This spring however, I upped my maple syrup game. Starting this year I will burn between 15-25 cords of wood annually, and that just seemed a little daunting to do by hand. Another consideration is that it would be more efficient if I could cut my syrup wood longer than I can split by hand. 32" would be great because I'd be able to spend less time bucking and stacking, and I'd be able to load the firebox more quickly, which makes the cooker run faster.

So... After lots of pondering I settled on a three point splitter powered by a PTO hydraulic pump. I want to thank @Sawyer Rob for his great pictures Ave descriptions here and on TBN of his TW3-HD. Like I said, I always thought of hydraulic splitters as being really noisy because the operator has to stand right next to an air cooled gas motor. I loved the idea of being 10' from the motor instead of 1' from it.

So, I called Timberwolf and got a quote for a 36" tw3-hd with a sorting table. And then I got discouraged. Timberwolf wanted about $5500-6000 after adding the options I wanted and delivery. Then I remembered seeing an ad on Craigslist for a local guy who builds similar splitters. I called him up and he agreed to build me a three point version, which he hadn't done before. Obviously, I saved the freight cost, and the price of the unit was considerably less as well. Plus, I got to pick my colors :).

So, here's some pictures:20170508_140619.jpg 20170511_131558.jpg 20170511_135435.jpg rps20170516_115213_190.jpg rps20170516_115236_996.jpg

It's got a 5"x36" cylinder, an auto cycling valve. 4 way wedge, sorting table, 20 gallon tank, and yes, it's powder coated purple :).

I was a little worried about my smaller tractor being able to lift it, since it's 10' long and weighs in the neighborhood of 900#, but the NH can do it.
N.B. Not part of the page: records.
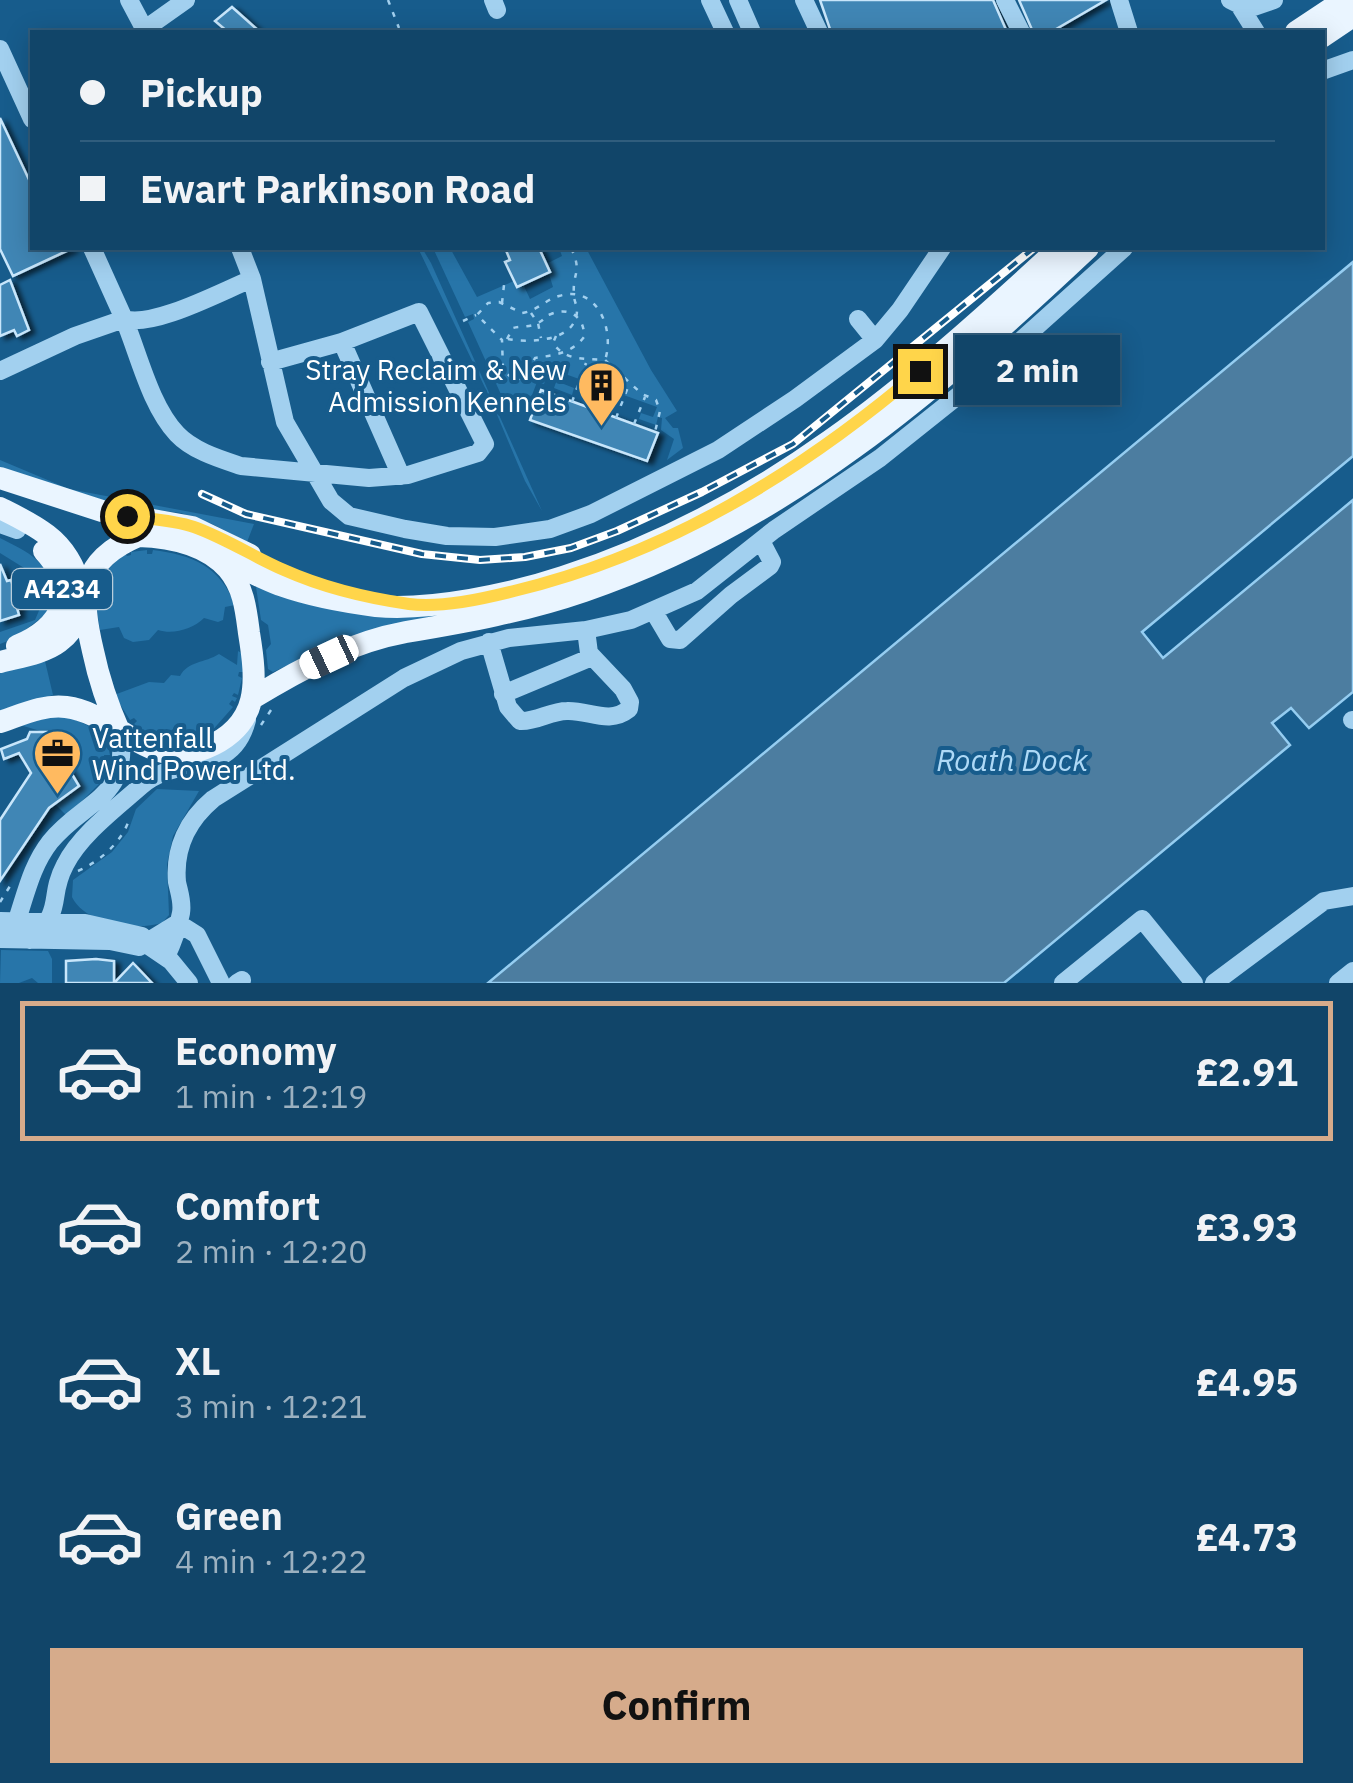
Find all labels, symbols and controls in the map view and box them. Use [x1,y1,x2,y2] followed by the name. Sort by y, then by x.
[140,68,263,117] text: Pickup
[140,164,535,213] text: Ewart Parkinson Road
[955,336,1120,406] callout: 2 min
[898,349,943,394] route end
[996,349,1079,391] text: 2 min
[305,351,567,420] place label: Stray Reclaim & New Admission Kennels
[576,360,628,428] building icon: Stray Reclaim & New Admission Kennels
[105,494,150,539] route start
[12,569,112,609] road number: A4234
[295,631,363,683] car
[92,719,296,788] place label: Vattenfall Wind Power Ltd.
[31,728,83,796] office icon: Vattenfall Wind Power Ltd.
[936,740,1088,779] water label: Roath Dock
[55,1026,145,1116] icon: car
[175,1026,337,1075] text: Economy
[1196,1047,1298,1096] text: £2.91
[175,1075,368,1117] text: 1 min · 12:19
[55,1181,145,1271] icon: car
[175,1181,320,1230] text: Comfort
[1196,1202,1298,1251] text: £3.93
[175,1230,368,1272] text: 2 min · 12:20
[55,1336,145,1426] icon: car
[175,1336,221,1385] text: XL
[1196,1357,1298,1406] text: £4.95
[175,1385,368,1427] text: 3 min · 12:21
[55,1491,145,1581] icon: car
[175,1491,283,1540] text: Green
[1196,1512,1298,1561] text: £4.73
[175,1540,368,1582] text: 4 min · 12:22
[50,1648,1303,1763] button: Confirm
I'll definitely want to rest it on a block while it's in use, and find a couple more weights for the front, but it'll work, which is great because it frees up my loader tractor to bring wood or pallets over to the splitter or do other jobs.

I've only had it since Saturday, and only used it for maybe an hour, but so far so good. I had a friend over for the maiden voyage, and it was great being able to have a conversation at regular volume without ear protection while splitting wood. I love that after you set a block on the beam and knock the levers into detent, that's all you have to do. The splitter just pushes splits off the table into a pile. Just have to pull forward a little when the pile gets too big. I also like being able to adjust the height of the splitter with the three point hitch. It sure splits in a hurry too; a full cycle takes 22 seconds at a little over half throttle. At 540 PTO RPM it should be about 14 or 15. I'm gonna make a block to shorten the stroke for splitting stove length wood, so that should be in the 10-13 second range depending on throttle setting. I don't think a cord an hour will be difficult with this unit.

I'll update this thread when I get a chance to put a few more hours on it.

Thanks again to Sawyer Rob for the inspiration, and to Chris at Wolfe Ridge for the excellent workmanship, and for cranking this thing out quickly! Here's the Wolfe Ridge website, by the way:
http://wolferidgemfg.com/wolfe-ridge-mfg-professional-grade-firewood-splitters/
 
Looks like a GREAT splitter!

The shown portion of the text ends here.